Before the work of Lorenz and Fetter, and the other pioneers of chaos theory, equilibrium points and limit cycles were the only kinds of attractors people were aware of. But Fig. 9 suggests that the Lorenz equations, with the particular parameter values used here, have some kind of attractor, which is neither an equilibrium point nor a limit cycle. You can sense something of the puzzlement of the pioneers when I tell you that the name they gave this kind of thing is a “strange attractor”. That piece of jargon has stuck. It is indeed the case that all (or, strictly, almost all) trajectories of the Lorenz equations with these particular parameter values tend towards a single strange attractor. This attractor is a very complicated beast: it has what the mathematicians call a fractal structure: the more you zoom in on it, the more fine details are revealed, with no limit. If you remember seeing graphics of the “Mandelbrot set” that would give you the right kind of impression.

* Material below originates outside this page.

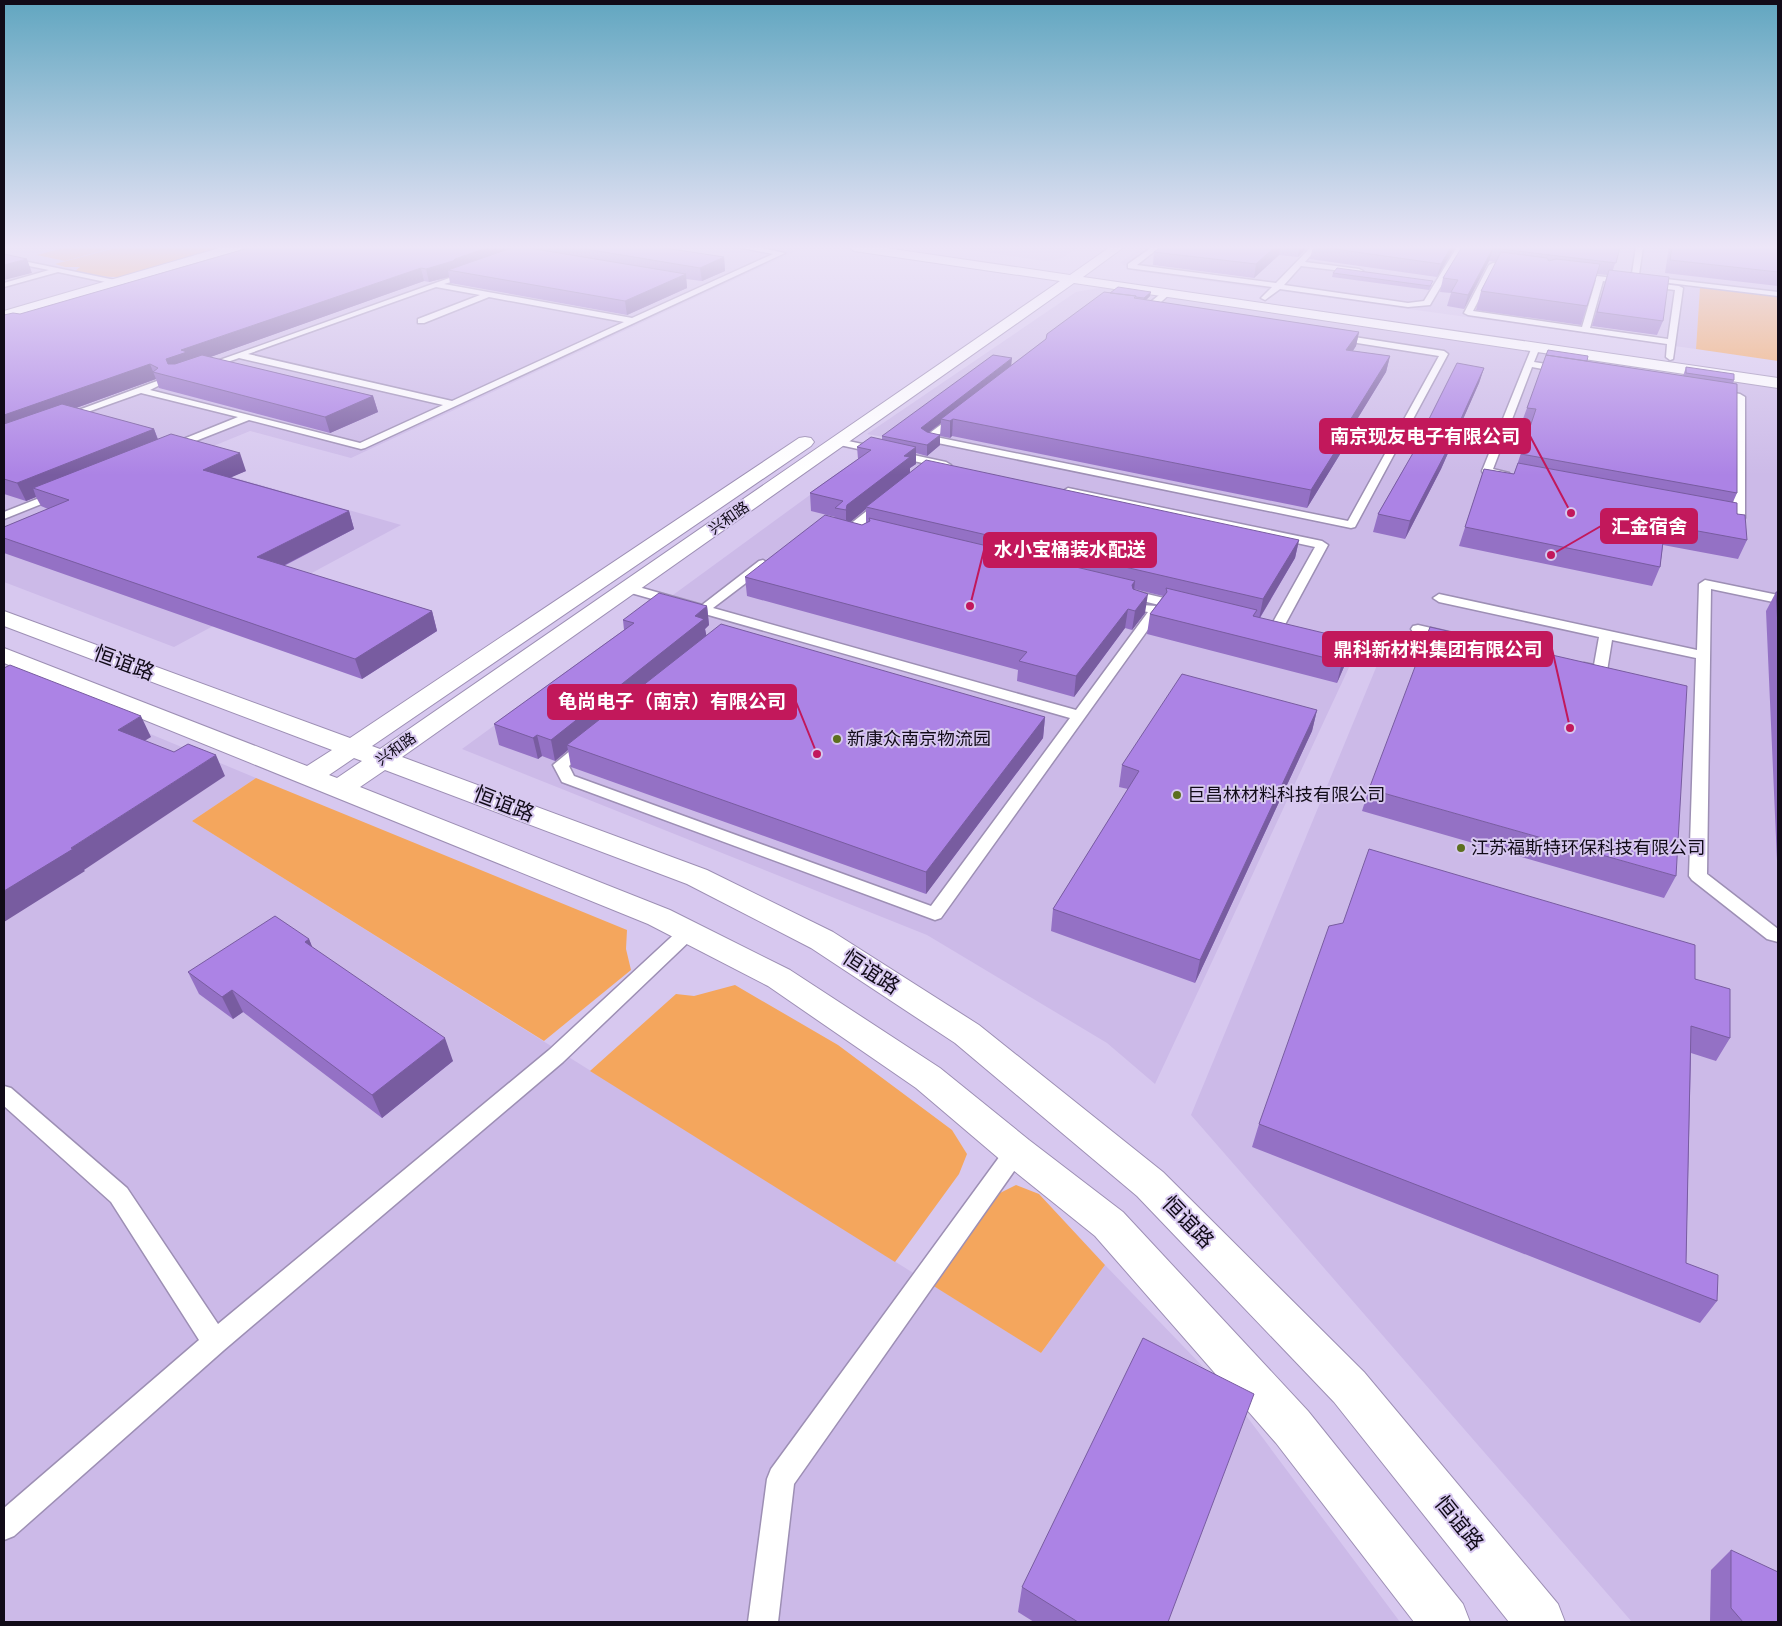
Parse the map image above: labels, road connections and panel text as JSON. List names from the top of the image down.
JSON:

After that digression to the Lorenz equations, we can return to vibration and look at a simple system that exhibits chaotic behaviour. Back in section 8.3 we looked at the behaviour of a pendulum: there was no trace of chaotic behaviour there. But we only have to extend the idea of a pendulum in a simple way to find a chaotic system. Figure 11 shows a double pendulum: two identical rods, hinged together and hung from a pivot at the top.
The equations governing the motion of a double pendulum like this are derived in the next link. Armed with those equations, it is easy to solve them in the computer to illustrate how the system behaves: Fig. 12 shows an example. The pendulum has been launched from a particular position and allowed to move freely. It is easy to believe, surely, that this motion might be chaotic.
Sometimes one or other of the two component pendulums goes “over the top” to perform a rotation. In doing so, the system passes near to a saddle point describing the unstable equilibrium when one or other (or both together) balances in the vertical-upwards position. These saddle points are embedded in a four-dimensional phase space, so we can’t easily visualise them, but the generic behaviour is similar to what we saw earlier with the Lorenz system. Provided the motion has enough initial energy that at least one of the pendulums can occasionally do a loop, nearly every motion trajectory exhibits chaotic behaviour.
You might be thinking “But this is just a computer simulation: does a real double pendulum behave like that?” Figure 13 shows an example based on measured motion of a double pendulum: this one is used in a laboratory experiment for second-year Engineering undergraduates at Cambridge. Unlike the simulated version in Fig. 12, the real pendulum has some energy dissipation so that if you leave it for long enough it will eventually end up hanging vertically downwards. But you can see in the figure that before that happens, the motion looks similarly chaotic.
Figure 14 shows a direct demonstration of “sensitive dependence” using this laboratory pendulum system. The operator has launched the system three times, from approximately the same initial position. All three subsequent motions are combined in this plot. You can see that for a while the three cases move in a rather similar way, but they diverge progressively, and by the end the three cases are moving in quite different ways.